Но новый текст написал отрешённо, не улыбнувшись ни разу, с какой-то даже яростью ближе к концу. Я перечитал его, он мне не понравился, но почему-то возникло желание рассказать его как можно скорее. Это был монолог о рыцарях с ярмарки.
* * *
Выступление было построено вокруг возвращения рыцаря-реконструктора домой после турнира. Я упрекнул реконструкторов в малодушии (хочешь адреналина — иди на ринг), предположил, что ходят они под себя, а не в туалет (слишком долго снимать амуницию), несколько минут изображал, как рыцарь пытается затащить лошадь на последний этаж хрущёвки.
Меня ждало каменное молчание зала, ледяной пот тёк со лба, на губах играла заискивающая улыбка.
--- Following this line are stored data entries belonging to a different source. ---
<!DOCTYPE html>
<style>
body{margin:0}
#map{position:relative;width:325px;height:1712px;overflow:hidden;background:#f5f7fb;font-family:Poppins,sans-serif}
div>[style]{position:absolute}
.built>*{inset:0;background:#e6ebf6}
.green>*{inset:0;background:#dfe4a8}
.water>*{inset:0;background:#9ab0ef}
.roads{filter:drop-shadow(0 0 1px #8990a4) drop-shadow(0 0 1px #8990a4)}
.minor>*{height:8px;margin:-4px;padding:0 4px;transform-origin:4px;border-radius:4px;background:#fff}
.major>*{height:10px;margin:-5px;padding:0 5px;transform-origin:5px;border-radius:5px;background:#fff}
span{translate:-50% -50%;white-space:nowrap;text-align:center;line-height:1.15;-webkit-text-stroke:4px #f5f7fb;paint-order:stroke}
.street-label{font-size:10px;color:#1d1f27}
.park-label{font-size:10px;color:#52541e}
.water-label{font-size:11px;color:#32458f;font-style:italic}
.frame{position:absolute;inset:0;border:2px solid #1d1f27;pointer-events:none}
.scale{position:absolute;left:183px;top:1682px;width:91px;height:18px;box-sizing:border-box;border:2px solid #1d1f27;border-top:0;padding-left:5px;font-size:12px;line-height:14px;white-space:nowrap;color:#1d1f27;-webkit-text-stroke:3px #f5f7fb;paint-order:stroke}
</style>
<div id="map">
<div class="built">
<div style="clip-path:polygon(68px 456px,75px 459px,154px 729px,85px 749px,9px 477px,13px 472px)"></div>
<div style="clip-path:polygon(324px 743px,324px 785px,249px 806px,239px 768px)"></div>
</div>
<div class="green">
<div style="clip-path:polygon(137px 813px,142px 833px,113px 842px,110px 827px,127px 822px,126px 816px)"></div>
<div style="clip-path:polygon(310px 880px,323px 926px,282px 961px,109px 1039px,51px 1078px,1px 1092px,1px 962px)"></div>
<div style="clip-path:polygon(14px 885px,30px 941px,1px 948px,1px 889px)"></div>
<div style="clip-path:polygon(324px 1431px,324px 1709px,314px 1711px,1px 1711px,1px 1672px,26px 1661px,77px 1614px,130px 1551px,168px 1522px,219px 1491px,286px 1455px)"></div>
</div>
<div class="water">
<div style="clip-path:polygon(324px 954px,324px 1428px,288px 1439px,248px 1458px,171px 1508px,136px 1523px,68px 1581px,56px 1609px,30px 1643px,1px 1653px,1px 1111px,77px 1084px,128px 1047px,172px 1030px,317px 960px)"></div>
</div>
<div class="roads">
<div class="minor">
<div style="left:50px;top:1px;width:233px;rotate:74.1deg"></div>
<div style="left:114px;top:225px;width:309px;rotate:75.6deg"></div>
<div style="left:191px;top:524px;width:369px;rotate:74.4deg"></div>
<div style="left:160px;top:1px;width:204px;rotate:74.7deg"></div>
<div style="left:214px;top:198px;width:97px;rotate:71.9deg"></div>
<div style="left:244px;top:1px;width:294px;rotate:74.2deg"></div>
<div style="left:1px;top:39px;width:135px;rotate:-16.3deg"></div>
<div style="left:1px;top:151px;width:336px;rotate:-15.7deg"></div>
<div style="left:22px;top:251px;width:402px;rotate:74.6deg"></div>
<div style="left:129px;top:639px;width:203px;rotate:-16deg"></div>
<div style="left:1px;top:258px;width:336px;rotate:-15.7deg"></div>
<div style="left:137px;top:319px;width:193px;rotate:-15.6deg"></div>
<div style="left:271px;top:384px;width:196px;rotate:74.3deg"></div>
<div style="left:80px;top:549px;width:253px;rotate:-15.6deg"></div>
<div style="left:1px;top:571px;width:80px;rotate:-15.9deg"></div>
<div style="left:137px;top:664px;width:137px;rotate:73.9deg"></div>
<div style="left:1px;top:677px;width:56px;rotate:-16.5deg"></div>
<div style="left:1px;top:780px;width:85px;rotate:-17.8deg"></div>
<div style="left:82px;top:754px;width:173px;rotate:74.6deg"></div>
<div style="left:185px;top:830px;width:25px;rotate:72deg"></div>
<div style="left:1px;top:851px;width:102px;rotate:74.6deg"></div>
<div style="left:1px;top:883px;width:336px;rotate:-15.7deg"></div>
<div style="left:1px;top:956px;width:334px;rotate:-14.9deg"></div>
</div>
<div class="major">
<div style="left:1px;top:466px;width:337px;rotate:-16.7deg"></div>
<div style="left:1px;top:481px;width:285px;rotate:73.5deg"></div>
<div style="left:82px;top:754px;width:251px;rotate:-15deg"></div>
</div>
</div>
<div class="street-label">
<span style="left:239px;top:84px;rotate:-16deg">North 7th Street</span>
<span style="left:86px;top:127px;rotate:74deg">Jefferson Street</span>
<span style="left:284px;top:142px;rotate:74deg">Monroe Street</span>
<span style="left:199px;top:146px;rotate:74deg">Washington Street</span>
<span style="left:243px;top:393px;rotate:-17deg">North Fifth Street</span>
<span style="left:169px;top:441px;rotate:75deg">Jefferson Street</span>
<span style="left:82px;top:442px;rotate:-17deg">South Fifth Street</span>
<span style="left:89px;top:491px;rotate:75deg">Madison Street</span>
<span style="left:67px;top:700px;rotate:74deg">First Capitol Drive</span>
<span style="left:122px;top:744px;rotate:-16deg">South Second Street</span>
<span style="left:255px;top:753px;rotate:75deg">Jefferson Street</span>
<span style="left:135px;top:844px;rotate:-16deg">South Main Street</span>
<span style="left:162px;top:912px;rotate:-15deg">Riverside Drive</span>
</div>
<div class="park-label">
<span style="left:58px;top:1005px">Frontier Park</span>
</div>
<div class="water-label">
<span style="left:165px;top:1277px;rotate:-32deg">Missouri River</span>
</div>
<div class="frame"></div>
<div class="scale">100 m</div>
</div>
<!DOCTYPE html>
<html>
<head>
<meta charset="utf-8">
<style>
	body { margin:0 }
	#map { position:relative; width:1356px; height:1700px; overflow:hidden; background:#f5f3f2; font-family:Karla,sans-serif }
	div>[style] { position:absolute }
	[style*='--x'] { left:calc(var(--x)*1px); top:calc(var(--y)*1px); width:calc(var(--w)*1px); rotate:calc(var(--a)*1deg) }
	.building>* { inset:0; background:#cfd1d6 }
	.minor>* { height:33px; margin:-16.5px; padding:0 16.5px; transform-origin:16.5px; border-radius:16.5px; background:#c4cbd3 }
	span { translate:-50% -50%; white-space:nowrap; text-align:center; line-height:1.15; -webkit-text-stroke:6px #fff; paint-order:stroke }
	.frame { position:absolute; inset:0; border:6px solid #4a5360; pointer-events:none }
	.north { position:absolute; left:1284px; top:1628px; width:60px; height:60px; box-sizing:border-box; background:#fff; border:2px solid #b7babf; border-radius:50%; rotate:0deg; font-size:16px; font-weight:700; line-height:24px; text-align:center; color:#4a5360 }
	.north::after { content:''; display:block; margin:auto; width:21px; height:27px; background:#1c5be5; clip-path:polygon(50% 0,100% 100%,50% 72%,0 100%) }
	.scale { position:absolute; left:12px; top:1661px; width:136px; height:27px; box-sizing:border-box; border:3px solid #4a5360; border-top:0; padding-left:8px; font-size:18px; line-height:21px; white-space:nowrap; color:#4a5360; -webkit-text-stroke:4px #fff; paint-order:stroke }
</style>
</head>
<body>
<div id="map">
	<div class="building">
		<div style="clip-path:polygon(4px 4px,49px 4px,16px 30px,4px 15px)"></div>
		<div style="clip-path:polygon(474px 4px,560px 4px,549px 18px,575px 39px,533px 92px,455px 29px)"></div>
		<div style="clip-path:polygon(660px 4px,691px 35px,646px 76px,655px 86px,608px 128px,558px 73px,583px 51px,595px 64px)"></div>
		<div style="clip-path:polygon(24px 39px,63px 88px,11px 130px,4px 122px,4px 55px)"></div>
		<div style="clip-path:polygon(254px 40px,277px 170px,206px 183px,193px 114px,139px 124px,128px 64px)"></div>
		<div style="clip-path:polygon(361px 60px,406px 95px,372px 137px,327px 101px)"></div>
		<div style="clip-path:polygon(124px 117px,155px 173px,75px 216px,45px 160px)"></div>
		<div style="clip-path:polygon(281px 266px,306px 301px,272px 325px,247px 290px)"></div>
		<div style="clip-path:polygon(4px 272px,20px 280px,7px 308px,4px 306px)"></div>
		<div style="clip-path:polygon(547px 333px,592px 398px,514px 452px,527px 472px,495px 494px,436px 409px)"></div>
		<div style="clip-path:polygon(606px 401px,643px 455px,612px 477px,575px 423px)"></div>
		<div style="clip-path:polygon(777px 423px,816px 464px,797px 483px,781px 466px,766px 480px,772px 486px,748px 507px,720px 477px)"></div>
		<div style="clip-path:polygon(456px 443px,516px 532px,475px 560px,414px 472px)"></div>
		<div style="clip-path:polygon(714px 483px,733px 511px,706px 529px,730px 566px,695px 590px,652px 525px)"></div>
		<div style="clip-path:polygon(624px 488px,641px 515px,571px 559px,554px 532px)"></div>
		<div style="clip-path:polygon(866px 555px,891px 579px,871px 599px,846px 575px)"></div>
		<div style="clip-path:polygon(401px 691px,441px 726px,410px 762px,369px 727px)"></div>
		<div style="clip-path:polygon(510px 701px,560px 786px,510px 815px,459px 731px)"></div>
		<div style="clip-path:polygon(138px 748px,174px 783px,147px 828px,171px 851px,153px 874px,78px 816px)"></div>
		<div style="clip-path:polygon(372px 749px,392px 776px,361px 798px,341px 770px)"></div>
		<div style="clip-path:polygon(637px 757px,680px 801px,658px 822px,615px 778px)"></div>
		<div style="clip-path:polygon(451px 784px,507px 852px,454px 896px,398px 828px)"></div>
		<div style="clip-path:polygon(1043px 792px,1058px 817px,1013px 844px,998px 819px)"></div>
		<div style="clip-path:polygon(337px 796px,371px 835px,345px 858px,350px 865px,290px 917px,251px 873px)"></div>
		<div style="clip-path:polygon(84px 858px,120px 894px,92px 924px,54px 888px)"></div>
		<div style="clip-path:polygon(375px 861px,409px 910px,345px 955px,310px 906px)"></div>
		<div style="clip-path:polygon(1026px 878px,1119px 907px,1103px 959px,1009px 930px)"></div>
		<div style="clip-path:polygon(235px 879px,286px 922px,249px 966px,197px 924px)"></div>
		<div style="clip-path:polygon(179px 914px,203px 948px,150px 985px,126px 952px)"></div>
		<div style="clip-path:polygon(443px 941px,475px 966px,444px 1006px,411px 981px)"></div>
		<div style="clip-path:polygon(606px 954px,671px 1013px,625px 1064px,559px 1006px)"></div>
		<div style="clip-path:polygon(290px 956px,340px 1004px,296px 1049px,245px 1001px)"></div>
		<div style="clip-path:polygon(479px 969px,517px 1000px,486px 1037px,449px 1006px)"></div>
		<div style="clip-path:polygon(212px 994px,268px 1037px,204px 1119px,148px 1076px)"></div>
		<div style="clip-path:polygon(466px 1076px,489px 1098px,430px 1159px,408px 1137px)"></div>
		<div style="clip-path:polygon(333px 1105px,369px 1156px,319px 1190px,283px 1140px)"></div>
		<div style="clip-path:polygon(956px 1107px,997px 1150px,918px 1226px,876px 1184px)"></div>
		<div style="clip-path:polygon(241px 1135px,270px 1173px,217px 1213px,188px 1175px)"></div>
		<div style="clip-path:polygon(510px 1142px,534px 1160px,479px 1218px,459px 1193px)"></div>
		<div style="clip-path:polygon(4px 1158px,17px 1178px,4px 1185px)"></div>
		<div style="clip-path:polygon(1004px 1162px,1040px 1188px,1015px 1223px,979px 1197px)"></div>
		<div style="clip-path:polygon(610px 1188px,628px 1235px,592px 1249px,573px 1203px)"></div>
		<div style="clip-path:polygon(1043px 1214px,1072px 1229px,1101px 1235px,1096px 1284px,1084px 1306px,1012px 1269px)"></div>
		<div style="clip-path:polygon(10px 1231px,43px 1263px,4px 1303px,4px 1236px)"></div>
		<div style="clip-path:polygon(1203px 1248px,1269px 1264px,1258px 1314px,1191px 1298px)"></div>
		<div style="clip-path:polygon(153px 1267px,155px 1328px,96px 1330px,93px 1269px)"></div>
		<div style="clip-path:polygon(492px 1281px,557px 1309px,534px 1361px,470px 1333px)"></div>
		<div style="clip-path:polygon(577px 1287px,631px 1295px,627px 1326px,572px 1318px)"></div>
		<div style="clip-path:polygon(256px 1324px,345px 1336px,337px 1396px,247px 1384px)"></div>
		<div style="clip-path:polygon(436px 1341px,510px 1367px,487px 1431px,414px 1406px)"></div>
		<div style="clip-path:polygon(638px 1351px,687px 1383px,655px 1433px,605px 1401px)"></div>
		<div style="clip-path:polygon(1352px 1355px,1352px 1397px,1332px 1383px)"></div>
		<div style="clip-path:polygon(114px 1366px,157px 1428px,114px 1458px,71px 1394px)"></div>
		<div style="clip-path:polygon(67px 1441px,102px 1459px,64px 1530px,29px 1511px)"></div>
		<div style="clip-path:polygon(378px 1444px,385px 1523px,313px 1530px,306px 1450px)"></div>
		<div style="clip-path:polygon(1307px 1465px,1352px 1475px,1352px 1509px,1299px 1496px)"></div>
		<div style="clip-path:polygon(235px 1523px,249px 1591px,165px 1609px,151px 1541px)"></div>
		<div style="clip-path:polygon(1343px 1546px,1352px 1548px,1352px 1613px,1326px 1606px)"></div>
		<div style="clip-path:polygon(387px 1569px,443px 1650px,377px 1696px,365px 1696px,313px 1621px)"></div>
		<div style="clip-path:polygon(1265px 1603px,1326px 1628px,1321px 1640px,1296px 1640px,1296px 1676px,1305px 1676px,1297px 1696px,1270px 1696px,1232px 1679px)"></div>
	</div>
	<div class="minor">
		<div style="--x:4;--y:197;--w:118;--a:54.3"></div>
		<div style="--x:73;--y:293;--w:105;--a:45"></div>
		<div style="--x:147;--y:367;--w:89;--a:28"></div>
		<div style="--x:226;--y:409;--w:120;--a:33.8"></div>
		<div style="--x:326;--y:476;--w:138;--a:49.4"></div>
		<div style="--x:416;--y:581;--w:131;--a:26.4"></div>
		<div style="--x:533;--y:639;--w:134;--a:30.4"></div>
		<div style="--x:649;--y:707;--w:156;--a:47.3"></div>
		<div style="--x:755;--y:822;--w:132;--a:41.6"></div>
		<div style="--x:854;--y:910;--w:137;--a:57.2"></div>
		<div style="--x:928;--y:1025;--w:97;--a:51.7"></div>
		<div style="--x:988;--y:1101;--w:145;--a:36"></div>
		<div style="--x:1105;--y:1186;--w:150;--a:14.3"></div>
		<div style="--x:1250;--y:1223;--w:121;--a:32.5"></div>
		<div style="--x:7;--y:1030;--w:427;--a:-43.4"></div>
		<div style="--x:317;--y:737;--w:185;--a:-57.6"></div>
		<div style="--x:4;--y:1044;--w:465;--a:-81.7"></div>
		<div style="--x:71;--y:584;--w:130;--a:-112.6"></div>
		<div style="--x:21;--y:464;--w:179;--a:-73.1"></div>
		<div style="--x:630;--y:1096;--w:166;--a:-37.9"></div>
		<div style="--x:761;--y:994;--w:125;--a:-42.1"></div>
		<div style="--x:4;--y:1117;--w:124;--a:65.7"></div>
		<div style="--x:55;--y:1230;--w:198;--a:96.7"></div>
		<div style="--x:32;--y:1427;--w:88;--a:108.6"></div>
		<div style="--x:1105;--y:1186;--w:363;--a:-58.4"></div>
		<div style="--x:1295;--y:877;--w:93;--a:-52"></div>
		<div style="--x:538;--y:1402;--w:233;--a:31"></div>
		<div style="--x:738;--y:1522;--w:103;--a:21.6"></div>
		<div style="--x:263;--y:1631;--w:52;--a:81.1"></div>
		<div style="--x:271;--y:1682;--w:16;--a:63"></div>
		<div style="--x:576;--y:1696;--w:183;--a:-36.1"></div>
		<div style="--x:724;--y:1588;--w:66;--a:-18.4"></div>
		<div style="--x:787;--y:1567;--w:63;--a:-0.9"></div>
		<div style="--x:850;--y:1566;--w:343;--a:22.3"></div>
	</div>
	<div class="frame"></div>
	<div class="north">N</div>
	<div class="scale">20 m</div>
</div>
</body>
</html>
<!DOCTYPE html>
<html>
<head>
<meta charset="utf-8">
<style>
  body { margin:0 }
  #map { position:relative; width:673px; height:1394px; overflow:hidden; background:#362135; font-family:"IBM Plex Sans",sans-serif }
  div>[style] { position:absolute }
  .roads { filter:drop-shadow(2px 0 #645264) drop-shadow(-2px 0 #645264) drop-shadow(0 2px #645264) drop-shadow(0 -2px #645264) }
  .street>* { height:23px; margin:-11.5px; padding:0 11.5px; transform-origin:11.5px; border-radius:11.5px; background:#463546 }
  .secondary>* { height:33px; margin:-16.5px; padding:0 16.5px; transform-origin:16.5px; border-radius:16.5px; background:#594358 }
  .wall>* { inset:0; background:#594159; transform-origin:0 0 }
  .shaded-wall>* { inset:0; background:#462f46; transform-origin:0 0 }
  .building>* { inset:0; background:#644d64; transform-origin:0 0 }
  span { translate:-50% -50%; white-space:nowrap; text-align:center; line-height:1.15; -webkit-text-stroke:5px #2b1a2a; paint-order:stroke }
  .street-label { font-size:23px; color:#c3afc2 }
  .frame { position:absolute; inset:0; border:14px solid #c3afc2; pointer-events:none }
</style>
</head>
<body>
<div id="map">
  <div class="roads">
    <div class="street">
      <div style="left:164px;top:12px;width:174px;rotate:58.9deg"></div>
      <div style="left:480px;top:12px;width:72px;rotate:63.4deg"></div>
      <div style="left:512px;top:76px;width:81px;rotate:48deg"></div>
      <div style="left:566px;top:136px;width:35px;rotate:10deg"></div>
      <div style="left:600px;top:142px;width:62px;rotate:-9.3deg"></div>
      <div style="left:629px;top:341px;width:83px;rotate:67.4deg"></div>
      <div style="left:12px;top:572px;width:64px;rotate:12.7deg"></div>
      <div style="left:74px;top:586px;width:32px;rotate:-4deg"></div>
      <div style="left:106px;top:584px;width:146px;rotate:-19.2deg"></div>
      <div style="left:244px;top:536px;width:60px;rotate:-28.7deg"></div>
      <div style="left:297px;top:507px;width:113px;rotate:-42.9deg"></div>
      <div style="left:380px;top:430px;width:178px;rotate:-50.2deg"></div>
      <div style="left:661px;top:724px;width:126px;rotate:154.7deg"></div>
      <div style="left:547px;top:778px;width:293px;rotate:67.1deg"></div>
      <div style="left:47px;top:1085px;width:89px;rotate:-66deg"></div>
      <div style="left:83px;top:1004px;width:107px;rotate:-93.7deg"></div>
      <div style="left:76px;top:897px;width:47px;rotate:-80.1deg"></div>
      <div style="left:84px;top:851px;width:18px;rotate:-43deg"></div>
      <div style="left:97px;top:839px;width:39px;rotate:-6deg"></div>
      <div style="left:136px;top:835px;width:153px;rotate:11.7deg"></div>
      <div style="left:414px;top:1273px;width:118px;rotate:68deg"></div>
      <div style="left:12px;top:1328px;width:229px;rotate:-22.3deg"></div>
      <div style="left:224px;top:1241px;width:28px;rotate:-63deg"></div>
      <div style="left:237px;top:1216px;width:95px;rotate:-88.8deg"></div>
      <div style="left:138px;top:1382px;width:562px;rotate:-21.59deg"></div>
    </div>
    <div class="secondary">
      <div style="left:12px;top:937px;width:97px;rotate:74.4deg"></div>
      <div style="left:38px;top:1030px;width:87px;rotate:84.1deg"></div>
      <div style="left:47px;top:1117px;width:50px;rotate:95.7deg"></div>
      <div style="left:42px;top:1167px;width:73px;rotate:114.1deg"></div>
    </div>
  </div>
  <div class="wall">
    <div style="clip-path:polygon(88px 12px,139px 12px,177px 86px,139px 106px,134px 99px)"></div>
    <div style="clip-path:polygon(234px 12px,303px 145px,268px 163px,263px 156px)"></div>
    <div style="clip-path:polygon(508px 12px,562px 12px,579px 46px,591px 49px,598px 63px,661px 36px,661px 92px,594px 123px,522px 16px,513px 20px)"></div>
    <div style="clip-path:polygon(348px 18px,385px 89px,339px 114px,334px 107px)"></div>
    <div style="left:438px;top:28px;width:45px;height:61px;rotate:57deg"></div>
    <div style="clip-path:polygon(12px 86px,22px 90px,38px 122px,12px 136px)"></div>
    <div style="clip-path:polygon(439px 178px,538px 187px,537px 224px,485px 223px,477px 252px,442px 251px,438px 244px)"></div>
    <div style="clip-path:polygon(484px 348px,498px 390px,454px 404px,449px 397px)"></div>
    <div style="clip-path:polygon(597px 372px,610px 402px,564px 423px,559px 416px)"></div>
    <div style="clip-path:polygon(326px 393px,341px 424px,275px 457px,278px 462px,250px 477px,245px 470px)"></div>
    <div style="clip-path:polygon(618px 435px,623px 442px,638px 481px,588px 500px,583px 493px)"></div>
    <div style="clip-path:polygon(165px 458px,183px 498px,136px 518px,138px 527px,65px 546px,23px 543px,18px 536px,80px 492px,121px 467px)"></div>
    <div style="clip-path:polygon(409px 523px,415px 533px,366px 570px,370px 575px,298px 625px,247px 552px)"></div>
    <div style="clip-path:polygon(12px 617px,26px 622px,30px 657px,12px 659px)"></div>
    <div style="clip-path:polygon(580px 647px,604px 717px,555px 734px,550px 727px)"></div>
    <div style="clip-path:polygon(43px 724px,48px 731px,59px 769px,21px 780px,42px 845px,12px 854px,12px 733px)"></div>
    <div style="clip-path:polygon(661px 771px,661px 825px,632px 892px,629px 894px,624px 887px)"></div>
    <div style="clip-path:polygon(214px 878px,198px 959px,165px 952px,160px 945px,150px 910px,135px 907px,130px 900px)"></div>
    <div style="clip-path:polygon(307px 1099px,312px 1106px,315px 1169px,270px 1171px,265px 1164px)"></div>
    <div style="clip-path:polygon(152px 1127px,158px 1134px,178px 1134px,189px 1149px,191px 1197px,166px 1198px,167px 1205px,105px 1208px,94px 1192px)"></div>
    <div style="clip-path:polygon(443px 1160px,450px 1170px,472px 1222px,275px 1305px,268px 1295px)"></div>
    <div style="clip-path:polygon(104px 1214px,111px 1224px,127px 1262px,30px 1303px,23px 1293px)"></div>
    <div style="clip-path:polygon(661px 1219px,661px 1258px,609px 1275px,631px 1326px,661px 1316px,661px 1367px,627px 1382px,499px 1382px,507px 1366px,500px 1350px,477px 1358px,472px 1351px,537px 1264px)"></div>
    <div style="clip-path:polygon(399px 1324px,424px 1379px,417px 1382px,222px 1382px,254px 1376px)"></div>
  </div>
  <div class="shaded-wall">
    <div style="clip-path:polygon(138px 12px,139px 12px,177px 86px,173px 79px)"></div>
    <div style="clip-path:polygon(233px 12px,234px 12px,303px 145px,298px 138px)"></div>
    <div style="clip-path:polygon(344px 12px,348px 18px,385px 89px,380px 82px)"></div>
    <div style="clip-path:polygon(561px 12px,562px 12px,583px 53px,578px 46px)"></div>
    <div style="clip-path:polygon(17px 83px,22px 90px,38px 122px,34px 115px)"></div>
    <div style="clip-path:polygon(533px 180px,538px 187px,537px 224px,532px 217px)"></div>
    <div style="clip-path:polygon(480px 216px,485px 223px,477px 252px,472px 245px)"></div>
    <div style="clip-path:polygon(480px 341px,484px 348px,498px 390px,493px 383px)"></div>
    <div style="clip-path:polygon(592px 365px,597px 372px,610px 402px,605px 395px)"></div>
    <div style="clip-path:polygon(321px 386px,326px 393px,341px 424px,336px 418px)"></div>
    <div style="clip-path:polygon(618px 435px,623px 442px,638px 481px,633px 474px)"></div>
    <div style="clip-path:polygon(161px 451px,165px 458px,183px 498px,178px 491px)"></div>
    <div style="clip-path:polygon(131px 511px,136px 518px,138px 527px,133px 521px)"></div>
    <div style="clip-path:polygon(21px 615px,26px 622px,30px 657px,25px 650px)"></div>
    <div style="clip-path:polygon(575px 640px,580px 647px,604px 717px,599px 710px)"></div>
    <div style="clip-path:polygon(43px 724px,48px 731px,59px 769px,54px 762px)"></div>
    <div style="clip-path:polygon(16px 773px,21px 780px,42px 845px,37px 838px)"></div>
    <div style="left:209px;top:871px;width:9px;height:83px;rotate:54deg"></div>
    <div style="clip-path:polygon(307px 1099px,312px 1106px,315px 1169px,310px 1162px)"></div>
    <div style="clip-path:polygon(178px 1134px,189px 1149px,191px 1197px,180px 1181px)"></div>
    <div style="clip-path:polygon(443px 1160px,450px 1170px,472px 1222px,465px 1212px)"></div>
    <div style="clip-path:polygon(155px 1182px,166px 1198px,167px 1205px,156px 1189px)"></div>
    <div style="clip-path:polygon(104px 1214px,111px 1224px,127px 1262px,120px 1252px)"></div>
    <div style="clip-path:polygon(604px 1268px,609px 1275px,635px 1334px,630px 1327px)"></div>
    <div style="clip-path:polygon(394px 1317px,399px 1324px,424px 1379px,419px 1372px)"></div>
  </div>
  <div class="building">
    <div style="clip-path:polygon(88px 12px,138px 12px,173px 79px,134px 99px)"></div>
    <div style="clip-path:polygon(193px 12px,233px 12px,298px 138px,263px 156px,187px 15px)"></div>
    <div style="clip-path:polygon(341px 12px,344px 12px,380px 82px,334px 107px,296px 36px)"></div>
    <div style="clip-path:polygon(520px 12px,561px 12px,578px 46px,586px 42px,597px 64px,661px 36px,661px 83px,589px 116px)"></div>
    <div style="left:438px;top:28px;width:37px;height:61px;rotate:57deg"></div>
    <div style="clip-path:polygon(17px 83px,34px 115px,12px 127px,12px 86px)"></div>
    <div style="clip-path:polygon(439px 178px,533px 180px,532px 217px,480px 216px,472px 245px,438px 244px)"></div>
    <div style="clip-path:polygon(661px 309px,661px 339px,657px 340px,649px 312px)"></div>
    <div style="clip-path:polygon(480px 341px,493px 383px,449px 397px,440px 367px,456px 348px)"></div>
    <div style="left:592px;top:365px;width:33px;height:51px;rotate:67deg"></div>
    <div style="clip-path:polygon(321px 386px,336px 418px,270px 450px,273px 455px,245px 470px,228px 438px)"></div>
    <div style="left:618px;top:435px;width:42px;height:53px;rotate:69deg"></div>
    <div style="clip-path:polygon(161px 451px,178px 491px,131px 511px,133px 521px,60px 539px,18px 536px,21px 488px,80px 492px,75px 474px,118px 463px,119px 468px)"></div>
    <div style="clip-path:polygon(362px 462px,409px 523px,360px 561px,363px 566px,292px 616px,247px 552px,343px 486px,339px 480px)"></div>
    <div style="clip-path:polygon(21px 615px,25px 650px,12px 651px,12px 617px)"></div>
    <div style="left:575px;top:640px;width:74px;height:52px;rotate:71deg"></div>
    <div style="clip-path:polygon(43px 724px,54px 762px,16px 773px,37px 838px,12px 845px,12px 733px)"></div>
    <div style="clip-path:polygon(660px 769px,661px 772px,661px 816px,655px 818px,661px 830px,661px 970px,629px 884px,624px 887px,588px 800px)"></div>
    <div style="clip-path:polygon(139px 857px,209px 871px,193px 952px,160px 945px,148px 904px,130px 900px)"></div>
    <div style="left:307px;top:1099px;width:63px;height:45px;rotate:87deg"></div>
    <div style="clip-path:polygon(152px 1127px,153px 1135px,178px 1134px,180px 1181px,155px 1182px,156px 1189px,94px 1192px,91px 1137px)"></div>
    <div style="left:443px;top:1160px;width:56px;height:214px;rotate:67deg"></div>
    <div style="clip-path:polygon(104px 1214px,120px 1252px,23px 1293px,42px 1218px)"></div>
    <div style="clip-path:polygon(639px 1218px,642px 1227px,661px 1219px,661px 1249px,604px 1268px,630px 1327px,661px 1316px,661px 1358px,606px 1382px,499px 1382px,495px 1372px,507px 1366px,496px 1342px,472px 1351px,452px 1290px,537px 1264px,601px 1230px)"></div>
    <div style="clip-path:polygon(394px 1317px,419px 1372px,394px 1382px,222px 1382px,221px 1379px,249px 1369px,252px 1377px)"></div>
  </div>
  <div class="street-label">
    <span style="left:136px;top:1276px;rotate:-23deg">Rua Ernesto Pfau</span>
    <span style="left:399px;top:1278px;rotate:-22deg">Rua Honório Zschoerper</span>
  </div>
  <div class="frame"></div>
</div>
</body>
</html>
Худшего выступления этот зал ещё не знал. Я планировал сразу уйти домой, но помешал Феликс.
Усы у него были как будто пышнее обычного, он был рассеян и весел и что-то мурлыкал, и глаза у него сияли, а когда он снял очки, оказалось, что глаза были совершенно пустые, и значит, сияние исходило от очков, а не от глаз. Рядом с ним была девушка с размером груди, приближавшимся к двухзначному. Она с откровенно скучающим видом держала под локоть Феликса, чтоб тот не упал.
Он чересчур накурился, одной рукой без конца крутил кончик уса, а другой щупал свою безмолвную женщину.
— Что делать с такими грудями, завязать их вокруг шеи как шарф? — я спросил его, наклонившись к самому уху.
— Ты отлично знаешь, что делать с такими грудями, не ври! — он ткнул меня пальцем в рёбра с несвойственной ему грубостью и стал что-то плести про женскую физиологию. От его нелепых рассуждений (как будто о женской физиологии говорил третьеклассник) во мне проснулась страшная похоть, и я стал набирать сообщение Майе.
Феликс вдруг нежно, как новорождённого, поцеловал меня в лоб и сказал, что люди не понимают тонкого юмора, и что моё время ещё придёт. Он врал. Он сам не верил ни в меня, ни в тонкий юмор, не знаю, зачем он вообще привязался ко мне. Он сам быстро устал от своих напыщенных слов и, не дождавшись, пока я уйду, зарылся лицом в грудную белую массу.
Дороги я почти не запомнил, остался в памяти только стеклянный волнистый дом в пятнах, похожий на заболевшего осьминога.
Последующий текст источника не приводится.